- Task to complete: When a line in the listing below contains the word "High", return a copy of that line.

- Records shown:
__________

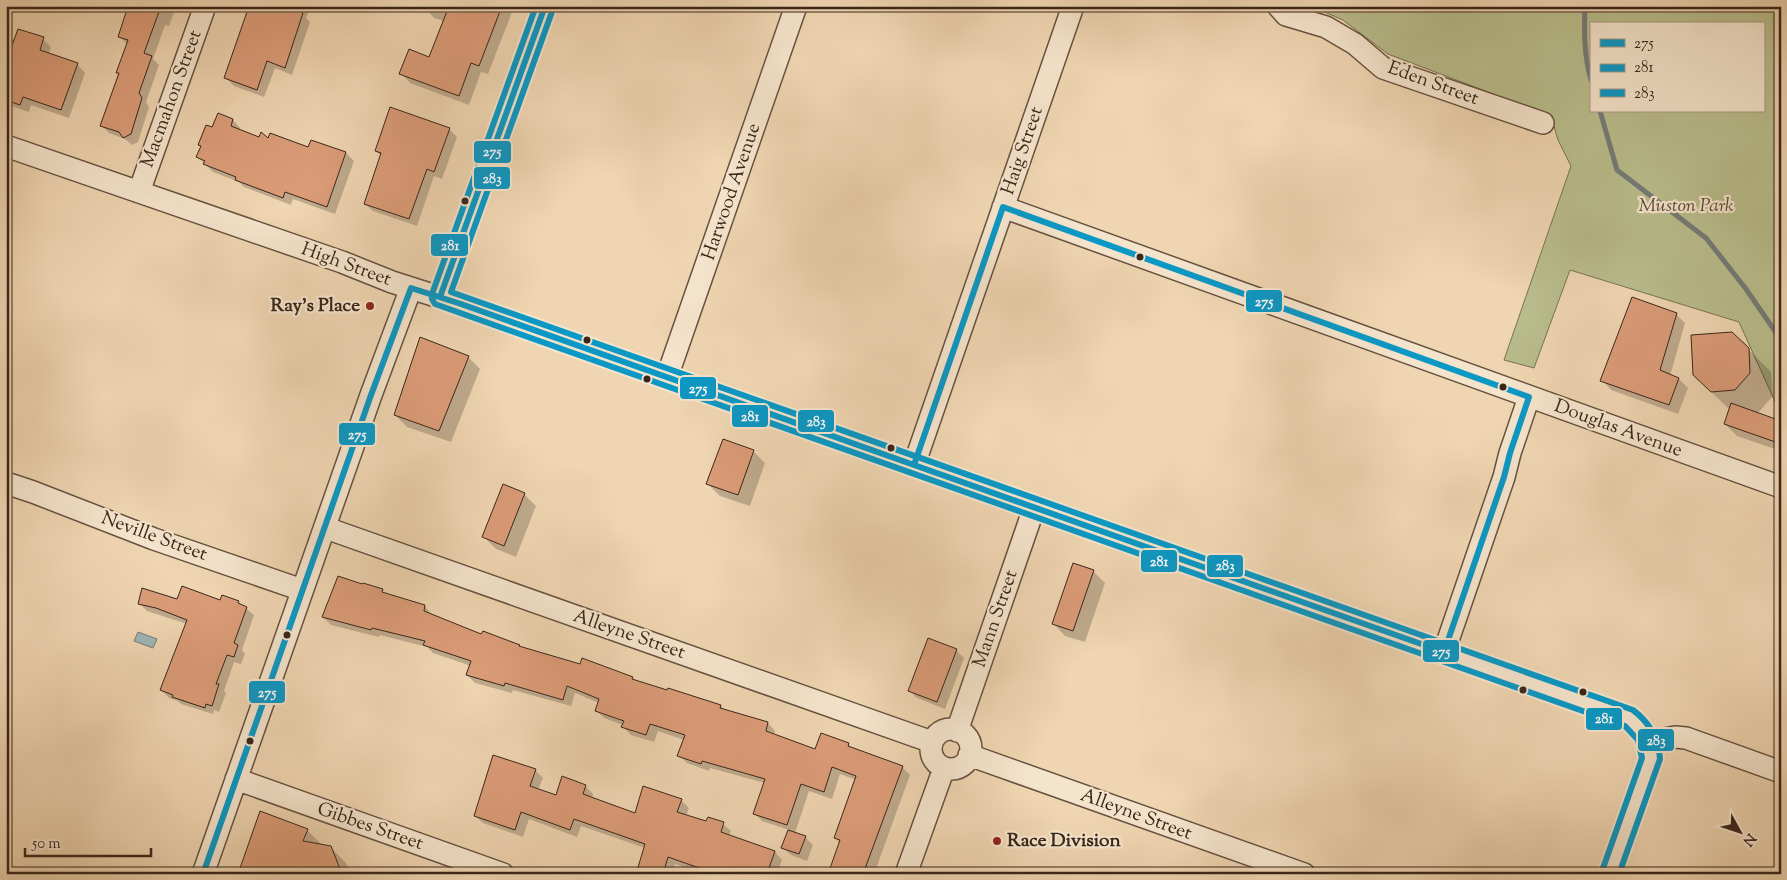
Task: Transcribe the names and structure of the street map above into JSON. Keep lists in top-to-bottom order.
{
  "streets": {
    "street": [
      "Eden Street",
      "Macmahon Street",
      "Haig Street",
      "Harwood Avenue",
      "High Street",
      "Douglas Avenue",
      "Neville Street",
      "Mann Street",
      "Alleyne Street",
      "Gibbes Street"
    ]
  },
  "crossings": [
    ["Macmahon Street", "High Street"],
    ["Haig Street", "High Street"],
    ["Haig Street", "Douglas Avenue"],
    ["Harwood Avenue", "High Street"],
    ["High Street", "Mann Street"],
    ["Mann Street", "Alleyne Street"]
  ],
  "parks": ["Muston Park"],
  "places": ["Ray's Place", "Race Division"],
  "lines": ["transit line 275", "transit line 281", "transit line 283"],
  "legend": ["275", "281", "283"],
  "scale_bar": "50 m",
  "north": "bottom right"
}
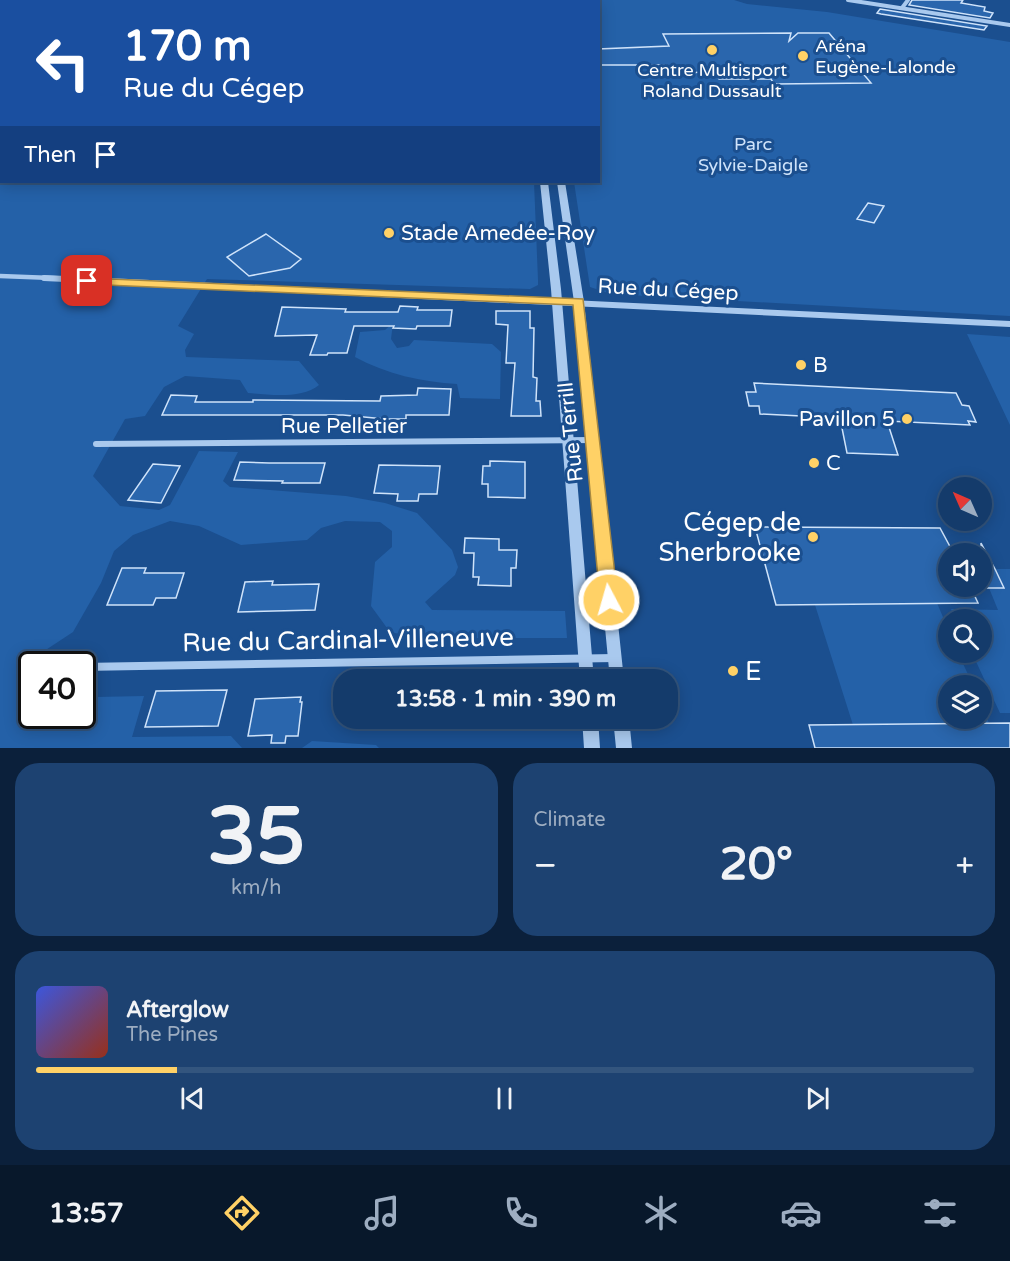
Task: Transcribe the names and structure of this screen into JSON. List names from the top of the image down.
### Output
{
  "streets": {
    "street": [
      "Rue du Cégep",
      "Rue Pelletier",
      "Rue Terrill",
      "Rue du Cardinal-Villeneuve"
    ]
  },
  "crossings": [
    ["Rue du Cégep", "Rue Terrill"],
    ["Rue Pelletier", "Rue Terrill"],
    ["Rue Terrill", "Rue du Cardinal-Villeneuve"]
  ],
  "parks": ["Parc Sylvie-Daigle"],
  "places": [
    "Centre Multisport Roland Dussault",
    "Aréna Eugène-Lalonde",
    "Stade Amedée-Roy",
    "B",
    "Pavillon 5",
    "C",
    "Cégep de Sherbrooke",
    "E"
  ],
  "north": "top left",
  "page": {
    "turn": ["170 m", "Rue du Cégep"],
    "then": "Then",
    "limit": "40",
    "trip": "13:58 · 1 min · 390 m",
    "tile": [
      ["35", "km/h"],
      "Climate"
    ],
    "heat": ["−", "20°", "+"],
    "song": ["Afterglow", "The Pines"],
    "tabs": "13:57"
  }
}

__________

- Response:
      "High Street",
    ["Macmahon Street", "High Street"],
    ["Haig Street", "High Street"],
    ["Harwood Avenue", "High Street"],
    ["High Street", "Mann Street"],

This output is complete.